Controlli Superbonus 2026 sempre più rigidi, ecco perché un errore nel computo metrico o nei materiali può costarti la perdita totale del credito.
Cambia il modo di fare i controlli sul superbonus: l’Agenzia delle Entrate diventa più pignola e controlla ogni singola voce. Anche se, ormai, sono anni che i controlli sul superbonus vengono effettuati, ora si entra in una nuova fase, molto più rigida.
Se fino a poco tempo fa il Fisco si limitava a controllare la correttezza di fatture, bonifici e documentazione, oggi i controlli si spostano sui cantieri, andando a spulciare la contabilità tecnica degli interventi.

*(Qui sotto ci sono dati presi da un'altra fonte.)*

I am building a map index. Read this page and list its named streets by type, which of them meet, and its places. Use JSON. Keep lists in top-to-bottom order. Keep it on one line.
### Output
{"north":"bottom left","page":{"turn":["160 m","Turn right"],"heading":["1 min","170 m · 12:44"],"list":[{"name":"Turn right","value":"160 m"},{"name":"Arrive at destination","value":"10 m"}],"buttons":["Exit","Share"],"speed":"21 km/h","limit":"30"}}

Nel mirino sono finiti, in modo particolare, i computi metrici e le bolle di consegna dei materiali. L’Agenzia delle Entrate, quindi, controlla anche i materiali utilizzati, il prezzo fatturato per gli stessi e i dettagli tecnici dei progetti. Ma cosa significa tutto questo per il contribuente che ha ristrutturato casa con il superbonus?
I controlli del Fisco diventano più severi
Chi ha ristrutturato casa avvalendosi del superbonus, ormai, non dorme più sonni tranquilli. L’Agenzia delle Entrate sta rendendo i controlli sempre più severi e puntigliosi e ora entra nel merito dei cantieri.

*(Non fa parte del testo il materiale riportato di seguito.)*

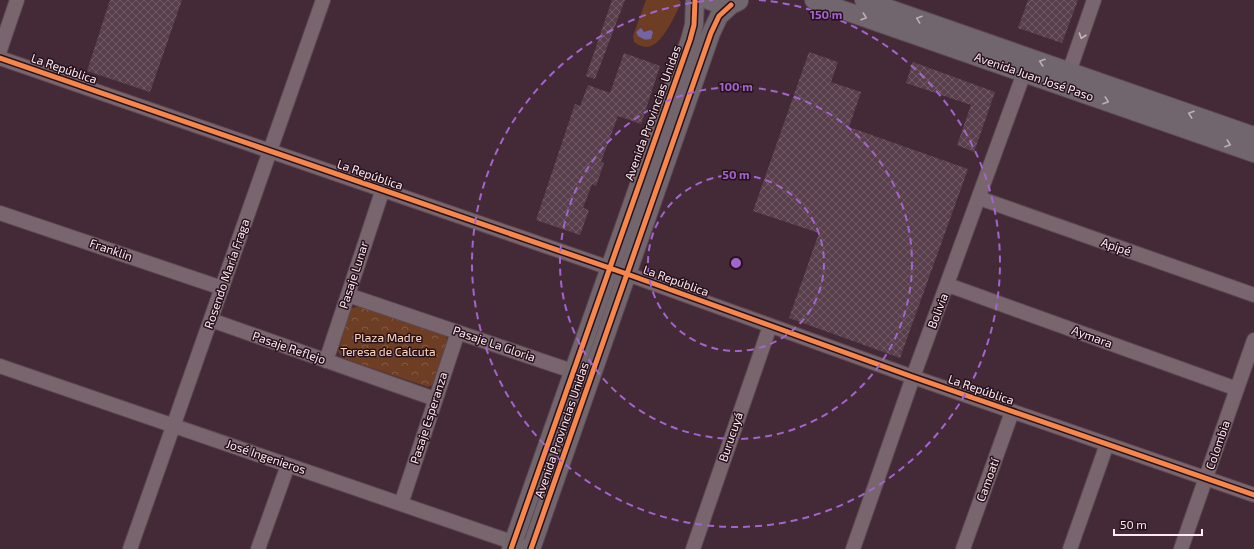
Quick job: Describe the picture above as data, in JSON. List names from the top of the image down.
{
  "streets": {
    "main road": ["Avenida Juan José Paso", "Avenida Provincias Unidas"],
    "street": [
      "La República",
      "Apipé",
      "Franklin",
      "Rosendo María Fraga",
      "Pasaje Lunar",
      "Bolivia",
      "Aymara",
      "Pasaje La Gloria",
      "Pasaje Reflejo",
      "Pasaje Esperanza",
      "Burucuyá",
      "Colombia",
      "José Ingenieros",
      "Camoatí"
    ]
  },
  "crossings": [
    ["La República", "Avenida Provincias Unidas"],
    ["La República", "Rosendo María Fraga"],
    ["La República", "Pasaje Lunar"],
    ["La República", "Bolivia"],
    ["La República", "Burucuyá"],
    ["La República", "Colombia"],
    ["La República", "Camoatí"],
    ["Avenida Juan José Paso", "Bolivia"],
    ["Avenida Provincias Unidas", "Pasaje La Gloria"],
    ["Avenida Provincias Unidas", "José Ingenieros"],
    ["Apipé", "Bolivia"],
    ["Franklin", "Rosendo María Fraga"],
    ["Rosendo María Fraga", "Pasaje Reflejo"],
    ["Rosendo María Fraga", "José Ingenieros"],
    ["Pasaje Lunar", "Pasaje La Gloria"],
    ["Pasaje Lunar", "Pasaje Reflejo"],
    ["Bolivia", "Aymara"],
    ["Aymara", "Colombia"],
    ["Pasaje La Gloria", "Pasaje Esperanza"],
    ["Pasaje Reflejo", "Pasaje Esperanza"],
    ["Pasaje Esperanza", "José Ingenieros"]
  ],
  "parks": ["Plaza Madre Teresa de Calcuta"],
  "scale_bar": "50 m",
  "rings": ["150 m", "100 m", "50 m"]
}
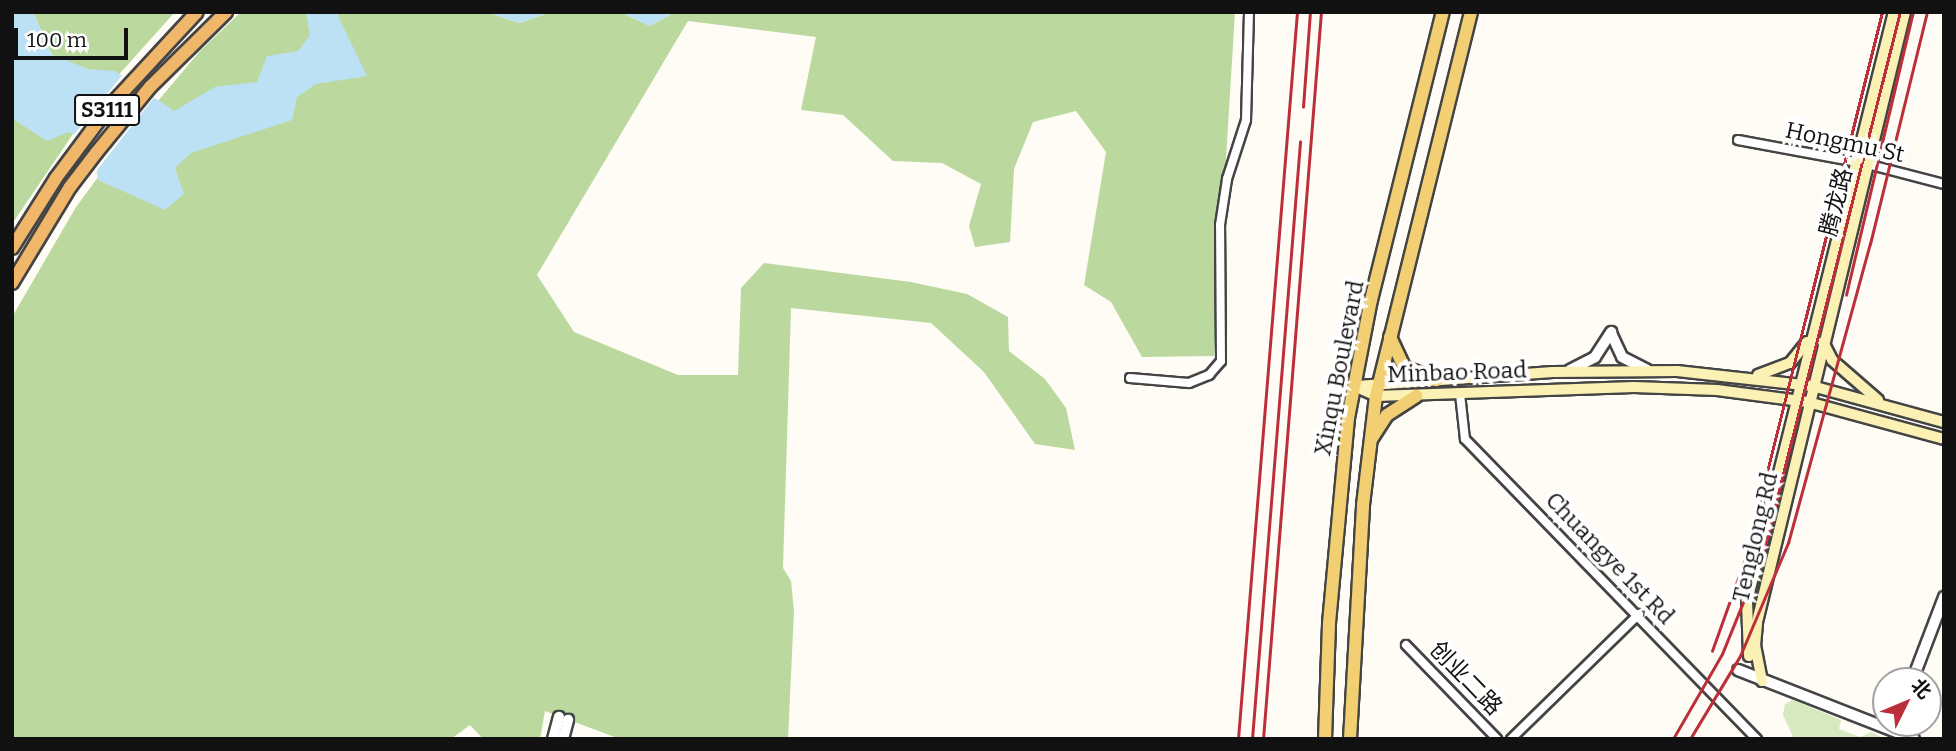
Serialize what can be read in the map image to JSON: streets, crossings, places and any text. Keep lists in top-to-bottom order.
{
  "streets": {
    "highway": ["S3111"],
    "main road": [
      "腾龙路",
      "Xinqu Boulevard",
      "Minbao Road",
      "Tenglong Rd"
    ],
    "street": ["Hongmu St", "Chuangye 1st Rd", "创业二路"]
  },
  "crossings": [
    ["Hongmu St", "腾龙路"],
    ["Hongmu St", "Tenglong Rd"],
    ["腾龙路", "Minbao Road"],
    ["腾龙路", "Tenglong Rd"],
    ["Xinqu Boulevard", "Minbao Road"],
    ["Minbao Road", "Tenglong Rd"],
    ["Minbao Road", "Chuangye 1st Rd"]
  ],
  "scale_bar": "100 m",
  "north": "top right"
}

Alla base dei controlli c’è il computo metrico, ovvero l’elenco dettagliato di tutti i lavori da realizzare con i relativi prezzi. Se prima questo documento era solo un semplice allegato, ora viene utilizzato come una mappa. Il Fisco controlla ogni singola voce per vedere se quello che vi è contenuto corrisponde a quanto effettivamente realizzato nel cantiere.

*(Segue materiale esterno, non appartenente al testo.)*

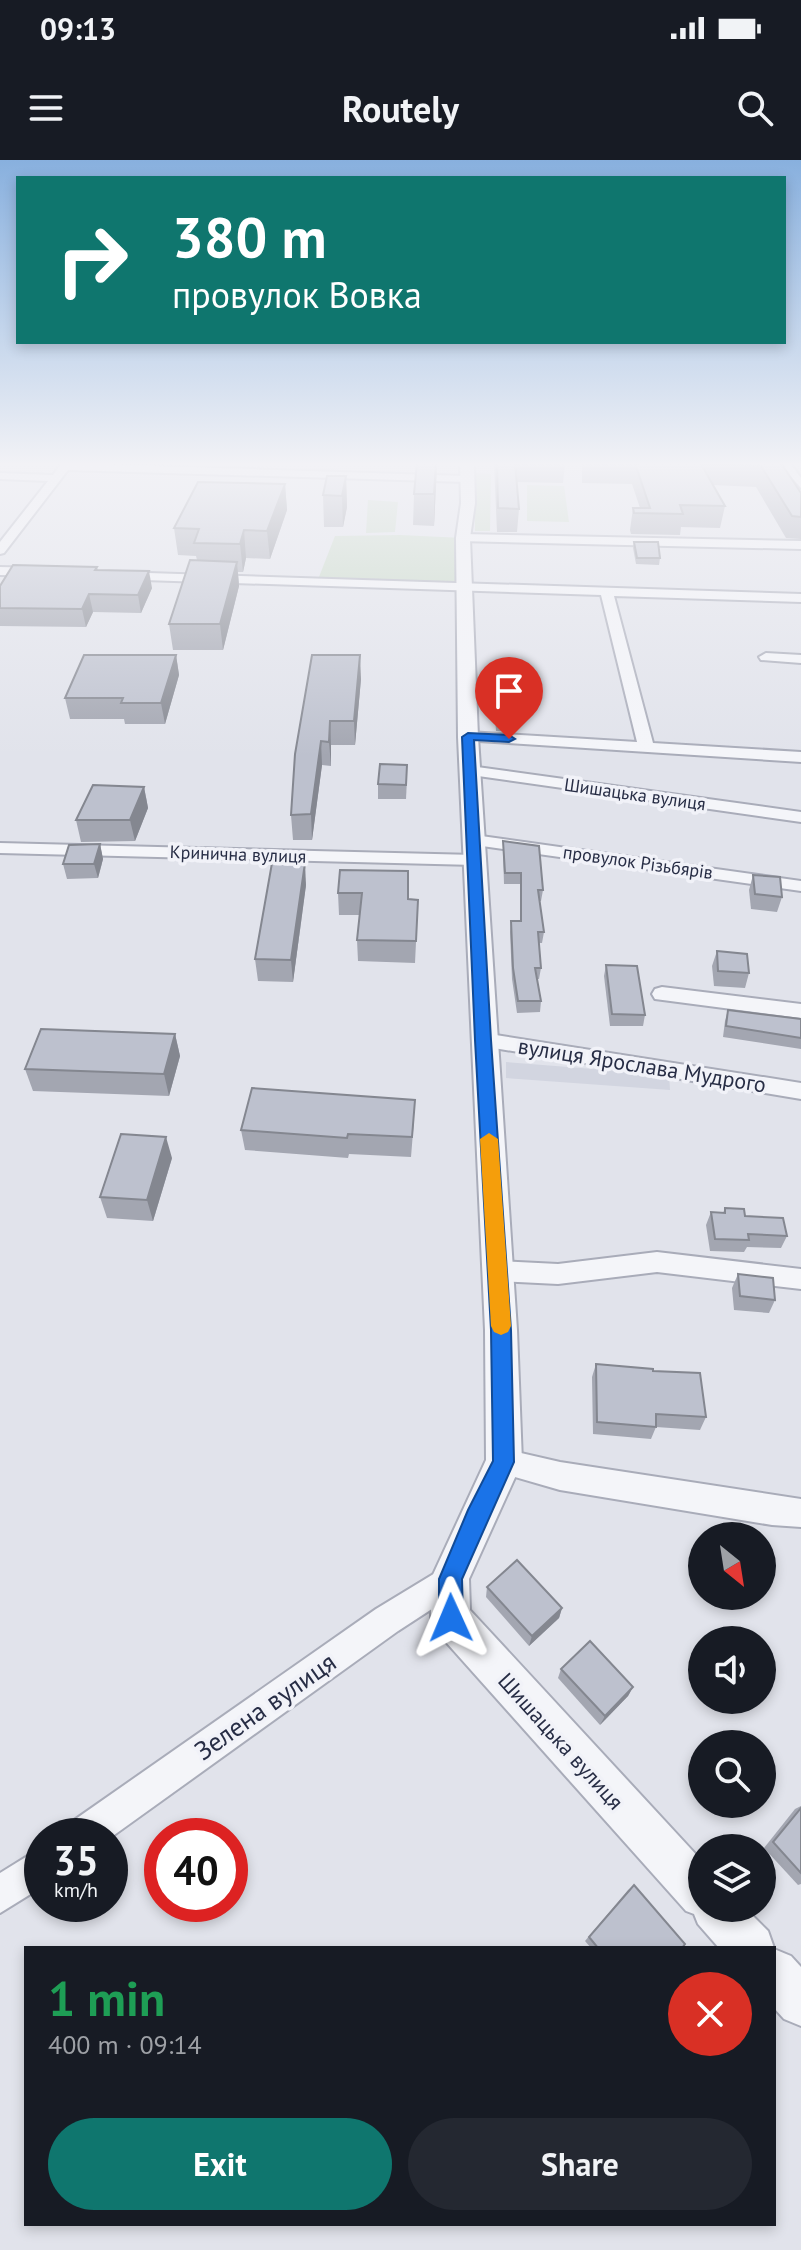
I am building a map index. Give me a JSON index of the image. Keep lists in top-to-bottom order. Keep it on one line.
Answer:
{"streets":{"street":["Шишацька вулиця","Кринична вулиця","провулок Різьбярів","вулиця Ярослава Мудрого","Зелена вулиця"]},"crossings":[["Шишацька вулиця","Кринична вулиця"],["Шишацька вулиця","провулок Різьбярів"],["Шишацька вулиця","вулиця Ярослава Мудрого"],["Шишацька вулиця","Зелена вулиця"],["Кринична вулиця","провулок Різьбярів"]],"north":"bottom right","page":{"status":"09:13","header":"Routely","turn":["380 m","провулок Вовка"],"speed":"35 km/h","limit":"40","heading":["1 min","400 m · 09:14"],"buttons":["Exit","Share"]}}
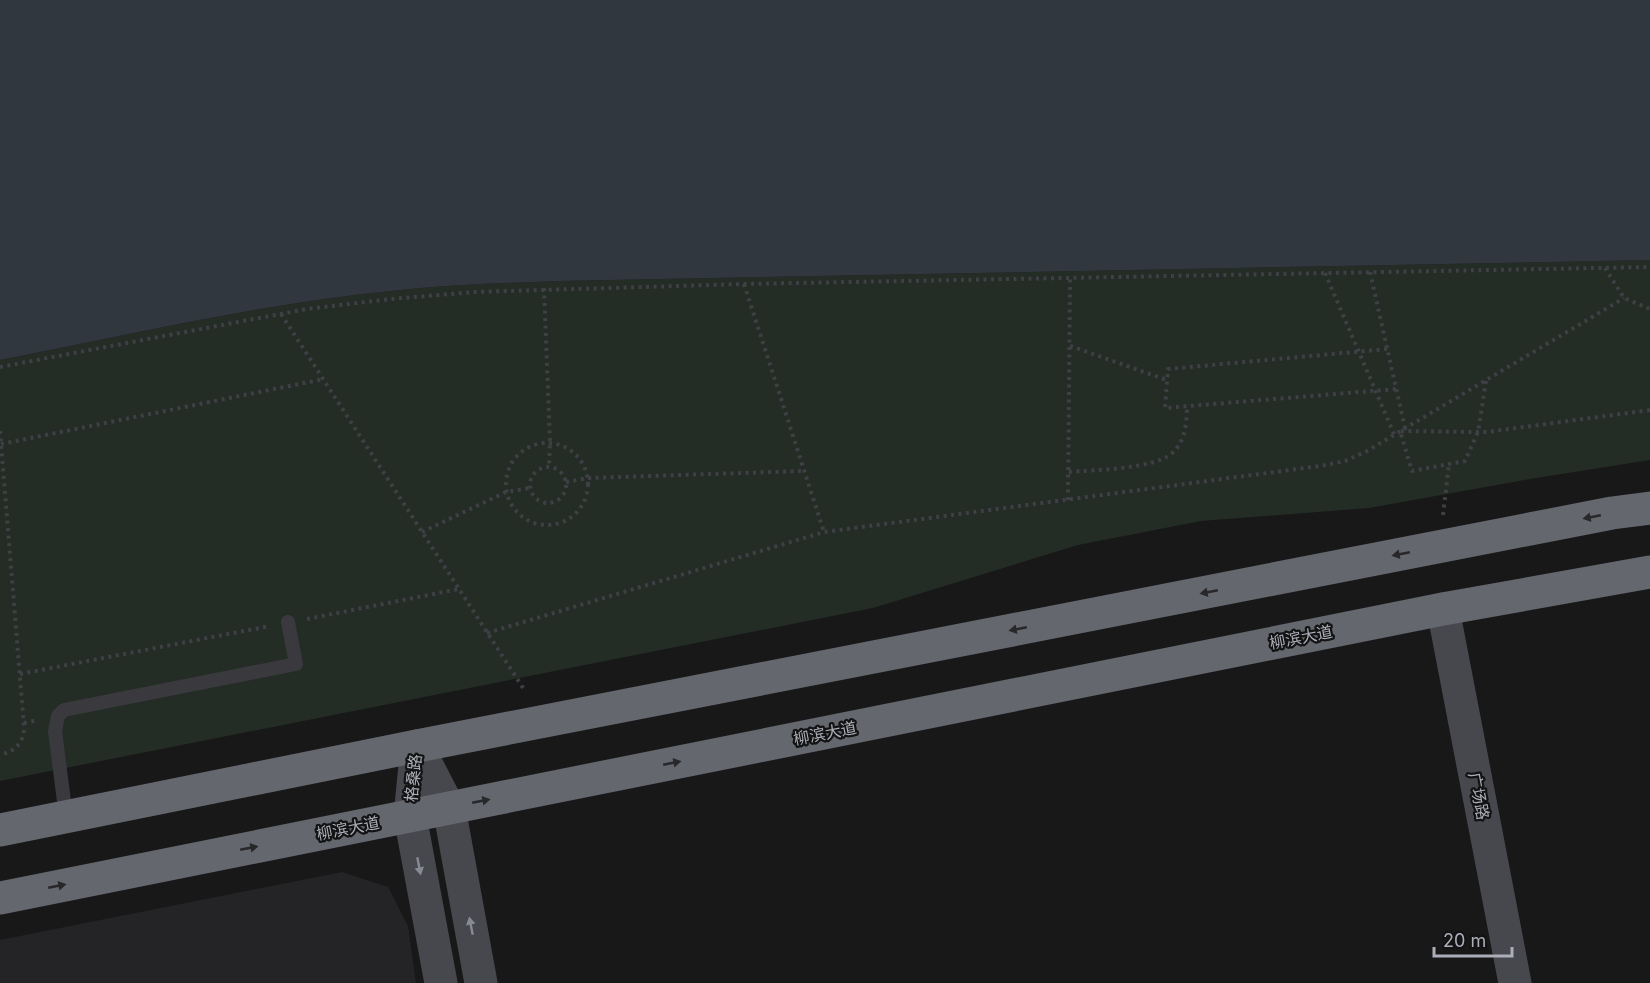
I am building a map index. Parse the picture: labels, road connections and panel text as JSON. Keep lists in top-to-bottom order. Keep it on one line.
{"streets":{"highway":["柳滨大道"],"main road":["格桑路","广场路"]},"crossings":[["柳滨大道","格桑路"],["柳滨大道","广场路"]],"scale_bar":"20 m"}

In caso di modifiche dei lavori non registrate o di prezzi cambiati rispetto al computo metrico, scatta il campanello d’allarme e si approfondiscono i controlli.
Controllo dei prezzi
L’Agenzia delle Entrate in questi controlli non si limita a vedere se i prezzi pagati per i materiali rispettano i listini di mercato. Ogni singola voce viene esaminata per capire come il prezzo indicato è stato calcolato: dal costo dei materiali, alla manodopera necessaria per la realizzazione. Il Fisco è alla ricerca di prezzi gonfiati o duplicati per bloccare l’agevolazione fiscale.
Gli ispettori del Fisco, tra l’altro, non si limitano solo a esaminare la documentazione, ma incrociano il computo metrico con il Documento di Trasporto dei materiali portati in cantiere dai camion. Se nel progetto risulta che sono stati pagati pannelli isolanti EPS 150 (massima efficienza), ma dalla bolla del fornitore risultano consegnati in cantiere pannelli isolanti EPS 100 (meno efficienti e più economici) l’Agenzia delle Entrate cancella il credito spettante e contesta al contribuente l’inesistenza oggettiva o parziale del credito e irroga le sanzioni amministrative. Inoltre, potrebbe segnalare il contribuente e i tecnici alla Procura per l’ipotesi di reato di truffa.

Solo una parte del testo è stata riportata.